Introduction

Age estimation in the living has been in the focus of forensic research for several years [6, 16, 27, 4556]. In particular, it includes legal issues, refugee issues, and the field of competitive sports [7, 8, 29, 32, 33, 43, 44]. The validation of the completion of the 18th and 21st year of life is of special importance in all of these. Providing a proof for the completion of the 18th year of life by means of the established dental methods is however not possible with the forensically required certainty, even if all the third molars of a person are completely mineralized, as their mineralization can be completed before the 18th birthday [52, 53]. Therefore, other methods for age estimation after the completion of third molar mineralization are needed.

For age estimation in living individuals undergoing retirement proceedings, the Study Group on Forensic Age Diagnostics recommends the implementation of the well-known morphological methods of dental age estimation based on existing radiographs from childhood or adolescence. If no previous radiographs should exist, aspartic acid racemization is the recommended method [41]. Further methods with good reliability suitable for older age groups are the analysis of tooth-cementum annulations (TCA) and the Lamendin method with its revisions [1, 4, 5, 19, 34, 58, 59]. Only these methods appear to be sufficiently reliable after the completion of tooth development [4, 5, 10, 20, 24, 26, 30, 36, 37, 3941, 58, 59]. Since these methods are applicable only to extracted teeth, their use is severely restricted in living individuals for ethical reasons [38, 41]. Furthermore, it has to be mentioned that a comparatively high interobserver-error in TCA-analysis is a cause of concern [35, 42].

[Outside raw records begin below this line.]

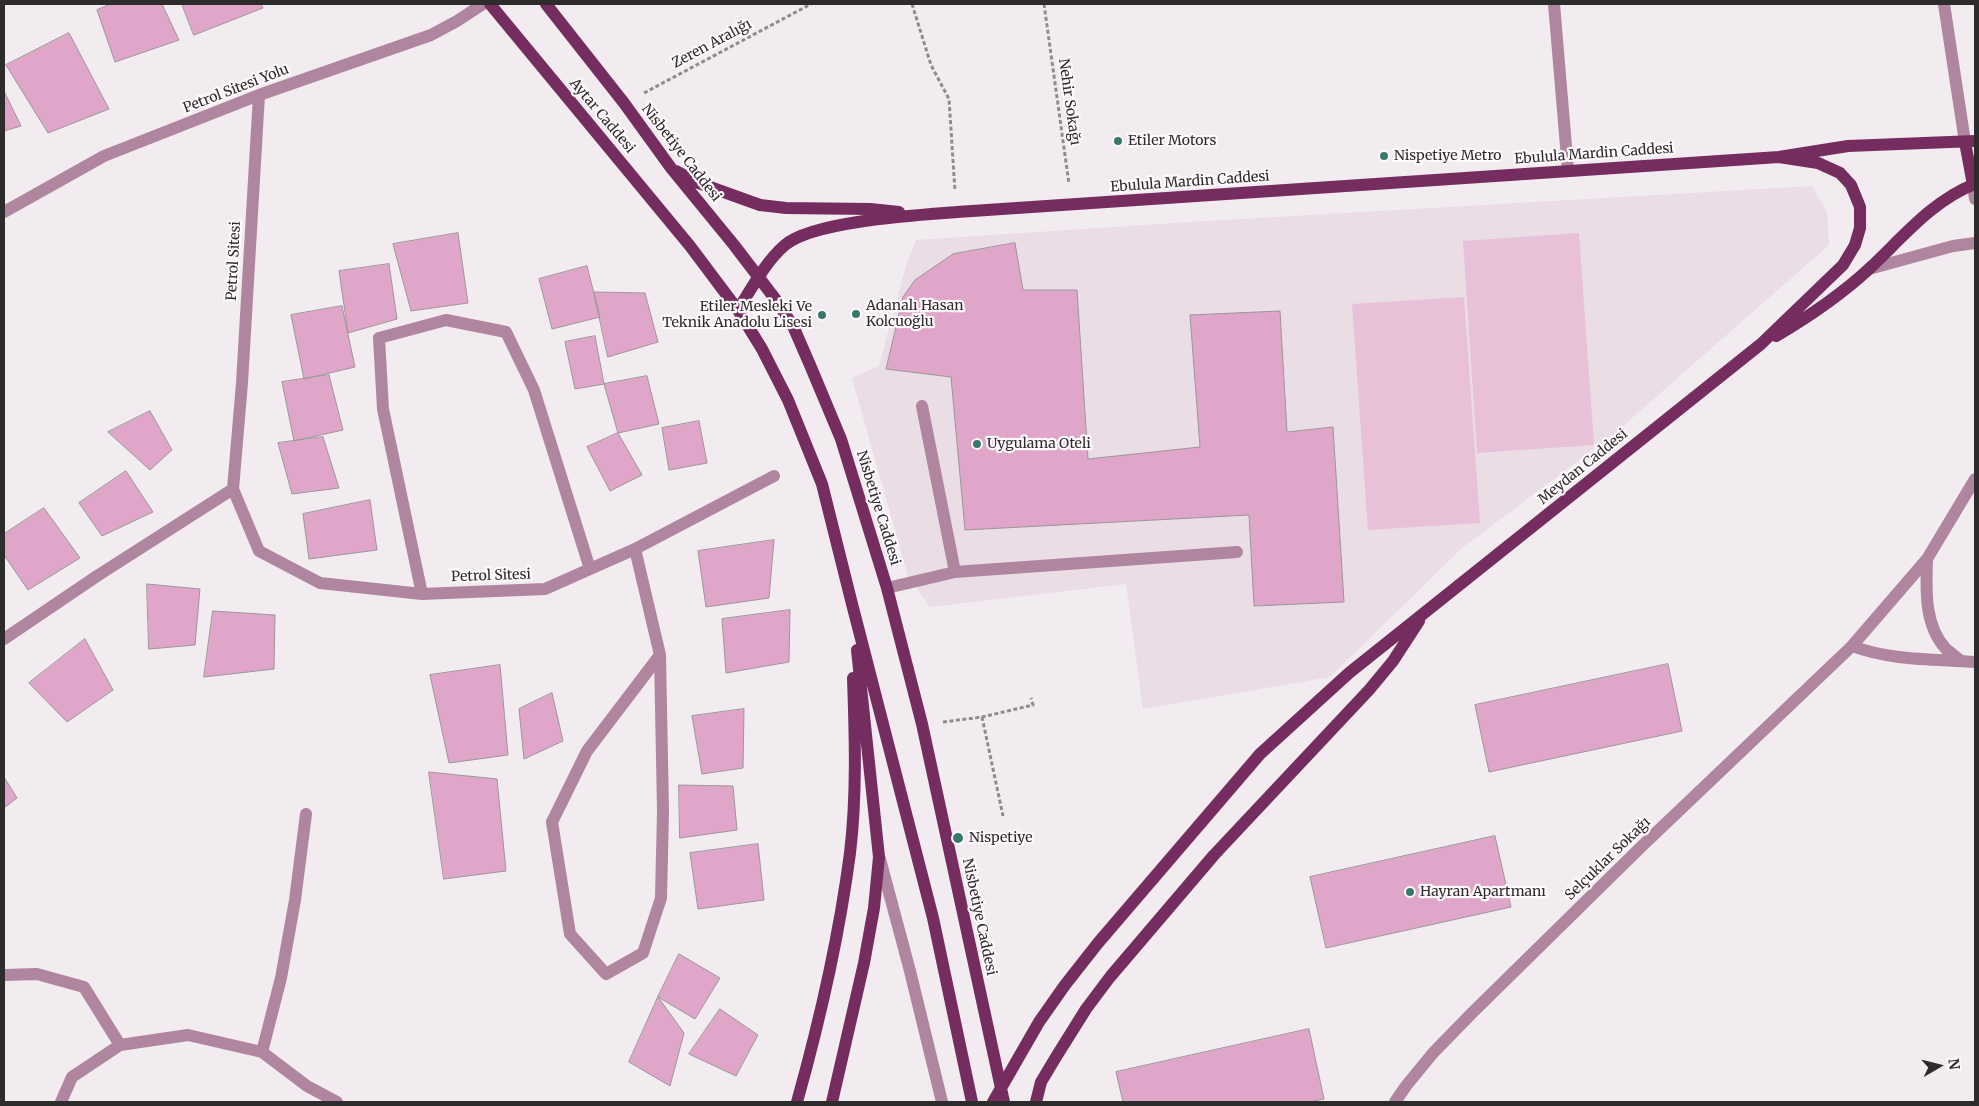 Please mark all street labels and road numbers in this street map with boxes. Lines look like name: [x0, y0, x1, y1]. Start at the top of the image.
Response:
street label: Zeren Aralığı: [669, 16, 755, 72]
street label: Nehir Sokağı: [1055, 58, 1083, 146]
street label: Petrol Sitesi Yolu: [181, 61, 291, 117]
street label: Aytar Caddesi: [566, 75, 638, 157]
street label: Nisbetiye Caddesi: [638, 101, 724, 205]
street label: Ebulula Mardin Caddesi: [1514, 140, 1674, 168]
street label: Ebulula Mardin Caddesi: [1110, 168, 1270, 196]
street label: Petrol Sitesi: [224, 221, 244, 301]
street label: Meydan Caddesi: [1535, 426, 1631, 508]
street label: Nisbetiye Caddesi: [853, 449, 903, 567]
street label: Petrol Sitesi: [451, 566, 531, 586]
street label: Selçuklar Sokağı: [1562, 814, 1654, 904]
street label: Nisbetiye Caddesi: [958, 857, 1000, 977] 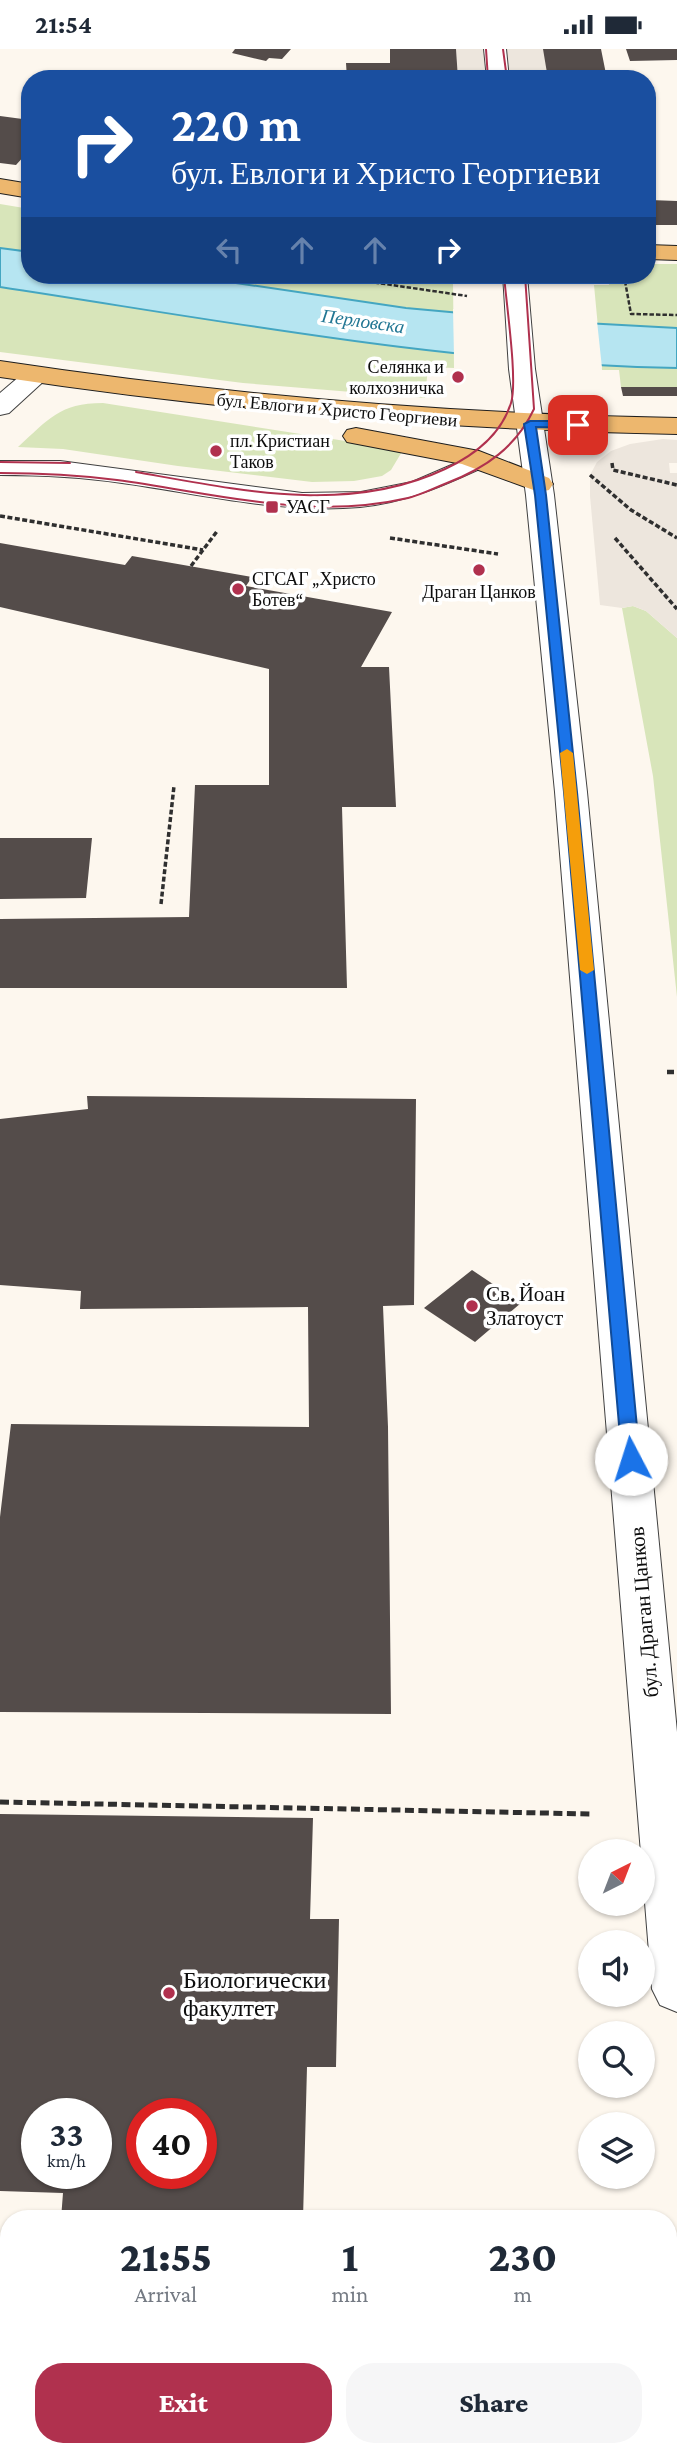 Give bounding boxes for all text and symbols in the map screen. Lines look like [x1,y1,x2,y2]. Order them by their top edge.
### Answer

Another method for age estimation after the completion of tooth development is the method according to Kvaal et al. [18] using the size of the pulp in full mouth radiographs. However, weaknesses of this method have been described [9, 32]. Therefore, the method according to Kvaal et al. [18] can currently not be seen as a valid alternative for age estimation after third molar mineralization.

Degenerative dental characteristics appear to be suitable for forensic age diagnostics. The first attempts of scientific dental age estimation date back to Gustafson in 1947 [12]. Gustafson presented the characteristics of secondary dentin formation, periodontal recession, attrition, apical translucency, cementum apposition, and external root resorption as phenomena correlating with chronological age [1214]. In 1981, Matsikidis proved that the characteristics presented by Gustafson for extracted and ground teeth can also be applied to dental films [22]. As not all the characteristics evaluable in an extracted tooth are equally evaluable in radiographies and also since method-related loss in resolution and artificial distortion are to be expected, the accuracy of estimate of the Matsikidis-method was lower than the accuracy of estimate of methods presented for extracted teeth [15, 21, 52].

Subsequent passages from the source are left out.